Activity -> Please start at the first line of the records beneath and quote each line exactly, ending with the line containing "1px #494844) drop-shadow(0".

Provided information ->
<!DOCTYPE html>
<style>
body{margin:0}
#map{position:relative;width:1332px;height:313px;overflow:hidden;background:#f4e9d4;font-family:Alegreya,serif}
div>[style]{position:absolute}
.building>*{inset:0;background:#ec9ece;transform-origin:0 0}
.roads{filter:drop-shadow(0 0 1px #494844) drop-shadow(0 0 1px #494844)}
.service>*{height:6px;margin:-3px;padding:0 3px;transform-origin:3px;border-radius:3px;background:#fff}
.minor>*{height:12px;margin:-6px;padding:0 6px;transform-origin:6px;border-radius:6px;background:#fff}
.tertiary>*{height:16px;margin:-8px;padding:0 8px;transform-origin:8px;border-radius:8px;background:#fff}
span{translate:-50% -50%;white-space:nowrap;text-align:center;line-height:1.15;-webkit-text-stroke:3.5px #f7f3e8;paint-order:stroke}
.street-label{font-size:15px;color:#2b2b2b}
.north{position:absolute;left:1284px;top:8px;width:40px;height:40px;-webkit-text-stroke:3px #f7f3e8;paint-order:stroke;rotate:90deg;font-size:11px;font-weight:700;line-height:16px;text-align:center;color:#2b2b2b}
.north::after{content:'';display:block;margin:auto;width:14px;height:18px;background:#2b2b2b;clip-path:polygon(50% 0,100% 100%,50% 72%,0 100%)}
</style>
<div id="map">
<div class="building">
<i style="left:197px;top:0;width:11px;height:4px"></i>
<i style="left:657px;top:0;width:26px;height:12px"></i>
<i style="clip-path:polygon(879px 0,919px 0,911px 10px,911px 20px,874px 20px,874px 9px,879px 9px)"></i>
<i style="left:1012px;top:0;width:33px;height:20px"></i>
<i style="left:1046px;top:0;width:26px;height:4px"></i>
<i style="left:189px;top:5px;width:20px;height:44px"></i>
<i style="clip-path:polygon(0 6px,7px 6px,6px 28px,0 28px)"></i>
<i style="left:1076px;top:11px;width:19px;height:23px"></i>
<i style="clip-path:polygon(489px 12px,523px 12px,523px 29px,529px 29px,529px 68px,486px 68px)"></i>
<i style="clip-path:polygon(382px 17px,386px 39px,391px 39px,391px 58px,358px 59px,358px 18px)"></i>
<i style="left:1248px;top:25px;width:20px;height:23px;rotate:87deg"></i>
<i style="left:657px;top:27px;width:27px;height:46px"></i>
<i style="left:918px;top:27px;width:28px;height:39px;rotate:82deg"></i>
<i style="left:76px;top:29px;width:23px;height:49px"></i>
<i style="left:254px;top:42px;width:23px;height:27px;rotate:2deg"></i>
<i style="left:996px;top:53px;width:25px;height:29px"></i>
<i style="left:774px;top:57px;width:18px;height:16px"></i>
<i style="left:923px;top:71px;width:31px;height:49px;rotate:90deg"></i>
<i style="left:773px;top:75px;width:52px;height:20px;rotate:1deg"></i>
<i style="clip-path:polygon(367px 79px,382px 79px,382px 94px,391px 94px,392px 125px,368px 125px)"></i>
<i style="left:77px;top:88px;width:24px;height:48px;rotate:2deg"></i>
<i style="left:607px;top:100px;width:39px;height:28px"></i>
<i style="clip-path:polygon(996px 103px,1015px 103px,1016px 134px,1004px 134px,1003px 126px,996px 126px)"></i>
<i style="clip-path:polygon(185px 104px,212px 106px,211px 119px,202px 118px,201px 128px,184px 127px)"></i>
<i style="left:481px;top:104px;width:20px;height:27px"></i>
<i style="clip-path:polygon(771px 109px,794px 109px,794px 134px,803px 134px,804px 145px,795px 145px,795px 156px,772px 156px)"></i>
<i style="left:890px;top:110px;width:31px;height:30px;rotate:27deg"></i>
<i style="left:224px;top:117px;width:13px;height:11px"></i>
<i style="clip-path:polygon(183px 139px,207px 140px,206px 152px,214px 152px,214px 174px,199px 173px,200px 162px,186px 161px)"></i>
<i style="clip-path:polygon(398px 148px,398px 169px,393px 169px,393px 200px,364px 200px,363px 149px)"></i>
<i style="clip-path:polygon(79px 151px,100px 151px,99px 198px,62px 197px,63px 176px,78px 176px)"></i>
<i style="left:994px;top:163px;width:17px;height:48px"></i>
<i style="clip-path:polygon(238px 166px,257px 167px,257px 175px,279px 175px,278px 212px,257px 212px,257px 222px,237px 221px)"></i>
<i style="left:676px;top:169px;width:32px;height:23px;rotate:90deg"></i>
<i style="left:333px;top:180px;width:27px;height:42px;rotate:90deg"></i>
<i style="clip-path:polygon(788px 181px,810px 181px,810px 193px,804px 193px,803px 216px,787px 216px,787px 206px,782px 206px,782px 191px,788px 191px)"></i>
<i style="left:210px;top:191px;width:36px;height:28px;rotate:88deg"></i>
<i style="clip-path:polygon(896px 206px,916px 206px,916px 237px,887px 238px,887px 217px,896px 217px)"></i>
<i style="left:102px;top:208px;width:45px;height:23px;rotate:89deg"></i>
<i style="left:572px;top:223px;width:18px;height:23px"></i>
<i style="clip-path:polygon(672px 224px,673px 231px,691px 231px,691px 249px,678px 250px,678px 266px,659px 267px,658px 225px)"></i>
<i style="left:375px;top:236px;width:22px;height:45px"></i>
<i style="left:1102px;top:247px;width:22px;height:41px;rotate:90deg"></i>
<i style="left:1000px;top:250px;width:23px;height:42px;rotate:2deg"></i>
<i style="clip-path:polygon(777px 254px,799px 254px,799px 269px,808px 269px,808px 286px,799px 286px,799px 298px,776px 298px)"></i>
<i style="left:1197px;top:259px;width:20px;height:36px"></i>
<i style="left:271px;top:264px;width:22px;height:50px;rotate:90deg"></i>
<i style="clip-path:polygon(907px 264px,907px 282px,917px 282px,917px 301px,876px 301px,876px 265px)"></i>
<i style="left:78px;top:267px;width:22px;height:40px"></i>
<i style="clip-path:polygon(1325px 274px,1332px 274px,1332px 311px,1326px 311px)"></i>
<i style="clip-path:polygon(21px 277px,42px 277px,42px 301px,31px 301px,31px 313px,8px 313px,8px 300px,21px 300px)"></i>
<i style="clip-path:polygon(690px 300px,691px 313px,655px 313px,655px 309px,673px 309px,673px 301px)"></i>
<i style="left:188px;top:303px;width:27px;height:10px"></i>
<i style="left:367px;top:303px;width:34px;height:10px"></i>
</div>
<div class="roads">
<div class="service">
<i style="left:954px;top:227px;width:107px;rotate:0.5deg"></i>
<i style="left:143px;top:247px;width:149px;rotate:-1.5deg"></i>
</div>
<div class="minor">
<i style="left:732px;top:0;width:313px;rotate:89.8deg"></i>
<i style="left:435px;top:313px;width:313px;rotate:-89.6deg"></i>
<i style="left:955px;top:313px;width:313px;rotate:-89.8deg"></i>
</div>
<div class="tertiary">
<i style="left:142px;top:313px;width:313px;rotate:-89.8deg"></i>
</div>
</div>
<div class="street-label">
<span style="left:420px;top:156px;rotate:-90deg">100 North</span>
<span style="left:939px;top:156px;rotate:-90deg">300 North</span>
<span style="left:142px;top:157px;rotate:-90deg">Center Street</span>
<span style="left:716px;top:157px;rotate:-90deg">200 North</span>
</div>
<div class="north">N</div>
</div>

Exercise result ->
<!DOCTYPE html>
<style>
body{margin:0}
#map{position:relative;width:1332px;height:313px;overflow:hidden;background:#f4e9d4;font-family:Alegreya,serif}
div>[style]{position:absolute}
.building>*{inset:0;background:#ec9ece;transform-origin:0 0}
.roads{filter:drop-shadow(0 0 1px #494844) drop-shadow(0 0 1px #494844)}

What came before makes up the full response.